→ What you should do
Write the records out again, exactly.

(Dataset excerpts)

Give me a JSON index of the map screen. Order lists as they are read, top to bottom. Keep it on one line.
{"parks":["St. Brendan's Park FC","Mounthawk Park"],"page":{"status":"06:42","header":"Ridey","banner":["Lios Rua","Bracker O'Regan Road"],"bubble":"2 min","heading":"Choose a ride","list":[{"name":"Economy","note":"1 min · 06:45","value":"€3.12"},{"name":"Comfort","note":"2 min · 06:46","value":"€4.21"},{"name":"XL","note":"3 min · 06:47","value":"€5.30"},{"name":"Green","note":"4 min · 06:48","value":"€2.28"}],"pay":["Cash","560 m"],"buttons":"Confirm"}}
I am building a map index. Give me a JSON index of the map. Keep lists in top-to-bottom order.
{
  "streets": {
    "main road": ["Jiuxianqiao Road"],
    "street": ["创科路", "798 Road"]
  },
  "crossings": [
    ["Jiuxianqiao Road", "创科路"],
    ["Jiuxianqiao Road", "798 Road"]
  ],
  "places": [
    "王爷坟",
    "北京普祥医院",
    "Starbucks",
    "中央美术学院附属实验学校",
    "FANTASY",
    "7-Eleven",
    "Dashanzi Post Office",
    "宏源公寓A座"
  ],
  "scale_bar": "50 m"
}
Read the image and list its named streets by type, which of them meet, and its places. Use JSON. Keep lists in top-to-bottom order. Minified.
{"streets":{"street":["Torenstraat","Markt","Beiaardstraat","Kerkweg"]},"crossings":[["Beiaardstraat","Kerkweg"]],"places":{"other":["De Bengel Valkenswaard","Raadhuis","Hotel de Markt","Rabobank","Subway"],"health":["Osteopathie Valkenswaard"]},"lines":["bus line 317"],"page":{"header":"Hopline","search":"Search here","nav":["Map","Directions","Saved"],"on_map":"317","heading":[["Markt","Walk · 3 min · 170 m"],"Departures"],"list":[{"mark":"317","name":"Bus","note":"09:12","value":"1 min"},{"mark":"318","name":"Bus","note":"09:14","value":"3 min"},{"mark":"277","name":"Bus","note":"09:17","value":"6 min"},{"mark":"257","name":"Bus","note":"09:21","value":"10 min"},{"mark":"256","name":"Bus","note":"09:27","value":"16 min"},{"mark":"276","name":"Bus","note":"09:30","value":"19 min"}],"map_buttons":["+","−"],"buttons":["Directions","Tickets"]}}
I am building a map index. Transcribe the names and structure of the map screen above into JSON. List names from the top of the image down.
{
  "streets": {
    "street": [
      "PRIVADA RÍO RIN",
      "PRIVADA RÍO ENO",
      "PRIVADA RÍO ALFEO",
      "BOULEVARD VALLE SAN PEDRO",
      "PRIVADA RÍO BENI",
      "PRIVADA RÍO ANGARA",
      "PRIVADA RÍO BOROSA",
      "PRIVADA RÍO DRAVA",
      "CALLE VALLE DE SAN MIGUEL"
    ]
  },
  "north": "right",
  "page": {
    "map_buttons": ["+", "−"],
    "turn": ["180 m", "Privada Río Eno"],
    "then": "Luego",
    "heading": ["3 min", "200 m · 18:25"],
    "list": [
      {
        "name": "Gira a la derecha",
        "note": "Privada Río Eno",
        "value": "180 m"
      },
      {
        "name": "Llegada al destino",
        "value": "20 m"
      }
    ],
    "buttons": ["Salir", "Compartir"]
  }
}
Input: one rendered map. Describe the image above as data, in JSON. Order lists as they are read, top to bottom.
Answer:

→ Finished exercise
Give me a JSON index of the map screen. Order lists as they are read, top to bottom. Keep it on one line.
{"parks":["St. Brendan's Park FC","Mounthawk Park"],"page":{"status":"06:42","header":"Ridey","banner":["Lios Rua","Bracker O'Regan Road"],"bubble":"2 min","heading":"Choose a ride","list":[{"name":"Economy","note":"1 min · 06:45","value":"€3.12"},{"name":"Comfort","note":"2 min · 06:46","value":"€4.21"},{"name":"XL","note":"3 min · 06:47","value":"€5.30"},{"name":"Green","note":"4 min · 06:48","value":"€2.28"}],"pay":["Cash","560 m"],"buttons":"Confirm"}}
I am building a map index. Give me a JSON index of the map. Keep lists in top-to-bottom order.
{
  "streets": {
    "main road": ["Jiuxianqiao Road"],
    "street": ["创科路", "798 Road"]
  },
  "crossings": [
    ["Jiuxianqiao Road", "创科路"],
    ["Jiuxianqiao Road", "798 Road"]
  ],
  "places": [
    "王爷坟",
    "北京普祥医院",
    "Starbucks",
    "中央美术学院附属实验学校",
    "FANTASY",
    "7-Eleven",
    "Dashanzi Post Office",
    "宏源公寓A座"
  ],
  "scale_bar": "50 m"
}
Read the image and list its named streets by type, which of them meet, and its places. Use JSON. Keep lists in top-to-bottom order. Minified.
{"streets":{"street":["Torenstraat","Markt","Beiaardstraat","Kerkweg"]},"crossings":[["Beiaardstraat","Kerkweg"]],"places":{"other":["De Bengel Valkenswaard","Raadhuis","Hotel de Markt","Rabobank","Subway"],"health":["Osteopathie Valkenswaard"]},"lines":["bus line 317"],"page":{"header":"Hopline","search":"Search here","nav":["Map","Directions","Saved"],"on_map":"317","heading":[["Markt","Walk · 3 min · 170 m"],"Departures"],"list":[{"mark":"317","name":"Bus","note":"09:12","value":"1 min"},{"mark":"318","name":"Bus","note":"09:14","value":"3 min"},{"mark":"277","name":"Bus","note":"09:17","value":"6 min"},{"mark":"257","name":"Bus","note":"09:21","value":"10 min"},{"mark":"256","name":"Bus","note":"09:27","value":"16 min"},{"mark":"276","name":"Bus","note":"09:30","value":"19 min"}],"map_buttons":["+","−"],"buttons":["Directions","Tickets"]}}
I am building a map index. Transcribe the names and structure of the map screen above into JSON. List names from the top of the image down.
{
  "streets": {
    "street": [
      "PRIVADA RÍO RIN",
      "PRIVADA RÍO ENO",
      "PRIVADA RÍO ALFEO",
      "BOULEVARD VALLE SAN PEDRO",
      "PRIVADA RÍO BENI",
      "PRIVADA RÍO ANGARA",
      "PRIVADA RÍO BOROSA",
      "PRIVADA RÍO DRAVA",
      "CALLE VALLE DE SAN MIGUEL"
    ]
  },
  "north": "right",
  "page": {
    "map_buttons": ["+", "−"],
    "turn": ["180 m", "Privada Río Eno"],
    "then": "Luego",
    "heading": ["3 min", "200 m · 18:25"],
    "list": [
      {
        "name": "Gira a la derecha",
        "note": "Privada Río Eno",
        "value": "180 m"
      },
      {
        "name": "Llegada al destino",
        "value": "20 m"
      }
    ],
    "buttons": ["Salir", "Compartir"]
  }
}
Input: one rendered map. Describe the image above as data, in JSON. Order lists as they are read, top to bottom.
Answer:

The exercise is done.